O momento introspectivo sobre o nosso estado actual, proposto pelo colectivo Pés Descalço e com auxílio e curadoria de Januário Jano, desenrolou-se num clima eufórico onde cada astronauta buscava beber das experiências e ideias capazes de transformar a nossa sociedade de forma positiva e sustentável e, quiçá, moldar comportamento. Os novos tempos obrigam-nos a estar em constantes reflexões que visam não só o nosso modo de vida mas também o mundo à nossa volta.

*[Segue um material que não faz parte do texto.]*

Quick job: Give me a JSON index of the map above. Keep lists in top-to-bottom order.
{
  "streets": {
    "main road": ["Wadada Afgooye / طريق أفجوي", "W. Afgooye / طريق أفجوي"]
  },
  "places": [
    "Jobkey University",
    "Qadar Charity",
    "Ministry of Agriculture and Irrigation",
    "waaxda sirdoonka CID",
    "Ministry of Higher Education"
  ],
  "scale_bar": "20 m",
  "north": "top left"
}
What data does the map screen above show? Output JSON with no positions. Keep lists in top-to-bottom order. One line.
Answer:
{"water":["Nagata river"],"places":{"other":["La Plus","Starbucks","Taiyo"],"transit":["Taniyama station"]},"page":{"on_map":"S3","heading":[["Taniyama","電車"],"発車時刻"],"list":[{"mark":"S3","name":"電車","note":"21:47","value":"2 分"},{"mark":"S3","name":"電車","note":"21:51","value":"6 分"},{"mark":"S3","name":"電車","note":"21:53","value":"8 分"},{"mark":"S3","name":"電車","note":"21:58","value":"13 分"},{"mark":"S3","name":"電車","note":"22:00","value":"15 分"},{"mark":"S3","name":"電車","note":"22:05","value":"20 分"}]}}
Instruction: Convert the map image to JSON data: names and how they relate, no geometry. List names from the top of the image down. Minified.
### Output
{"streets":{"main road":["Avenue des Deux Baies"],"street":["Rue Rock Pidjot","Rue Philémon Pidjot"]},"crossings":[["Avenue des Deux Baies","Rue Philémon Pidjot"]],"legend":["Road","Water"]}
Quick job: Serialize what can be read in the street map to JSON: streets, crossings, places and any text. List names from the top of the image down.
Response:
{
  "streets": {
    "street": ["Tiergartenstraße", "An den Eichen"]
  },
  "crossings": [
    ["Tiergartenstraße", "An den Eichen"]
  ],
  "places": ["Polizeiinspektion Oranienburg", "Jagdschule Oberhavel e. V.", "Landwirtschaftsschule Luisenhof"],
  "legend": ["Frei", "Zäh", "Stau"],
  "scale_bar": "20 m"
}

O tempo, este fragmento volátil precioso, faz-nos questionar o homem que fomos ontem, que somos hoje e que seremos amanhã, de modo que as nossas acções possam ser um referencial de identidade para as gerações vindouras.
É nesta revisitação identitária de experiências vivenciadas por cada um dos oradores que foi possível se religar ao passado, compreender o presente e repensar o futuro. O tema vanguardista foi manifestado em acções concretas que vêm sendo empreendidas, umas no anonimato e outras em pleito mais populistas.
Ao olharmos para alguns problemas actuais que têm surgido em decorrência de vários factores sociais, foi possível revisitar o passado cultural dos nossos ancestrais sem desprender deles na totalidade. A experiência fortemente vivenciada pela Doula e professora de youga integral, Sara Lopes, aquando do nascimento de sua filha e o procedimento de cesariana a que foi submetida, da cisão do vínculo maternal e psicológico que pode ocorrer por tal prática, é um incentivo para que as mulheres possam estar cientes da necessidade de manter o vínculo maternal até os últimos dias da gravidez, optando, se possível, pelo parto natural conforme as práticas dos nossos antepassados. Está prática que, além de promover o bem-estar, é também uma porta que permite à própria mulher a consciencialização sobre o sagrado feminino e elevação da sua autoconfiança.
As belas licções sobre a necessidade de aprofundarmos os conhecimentos histórico e cultural do nosso país para melhor empreendermos acções que permitirão posicionar o homem como o centro de qualquer acção foram, em suma, as abordagens da Advogada, blogger e produtora de cinema, Alexandra Gonçalves, que é hoje uma mulher aficionada pelas narrativas de viagens que empreende nas diversas comunidades do nosso país. É no seu blog “The Alexe Affair” que ela nos faz adentrar em várias comunidades desconhecidas, vivenciando experiências que desafiam o nosso lado emocional e o espiritual. Do mesmo modo, Cabuenha Moniz, instrutor de capoeira, foi um dos ted talks que nos fez viajar pelas fortes raízes da capoeira de Angola que hoje é um produto internacional. De forma inspiradora e por meio de uma performance transcendental, Cabuenha Moniz deu voz as canções e gritos de guerra que eram e são entoados em rodas de capoeira, nas noites recreativas pelos nossos antepassados.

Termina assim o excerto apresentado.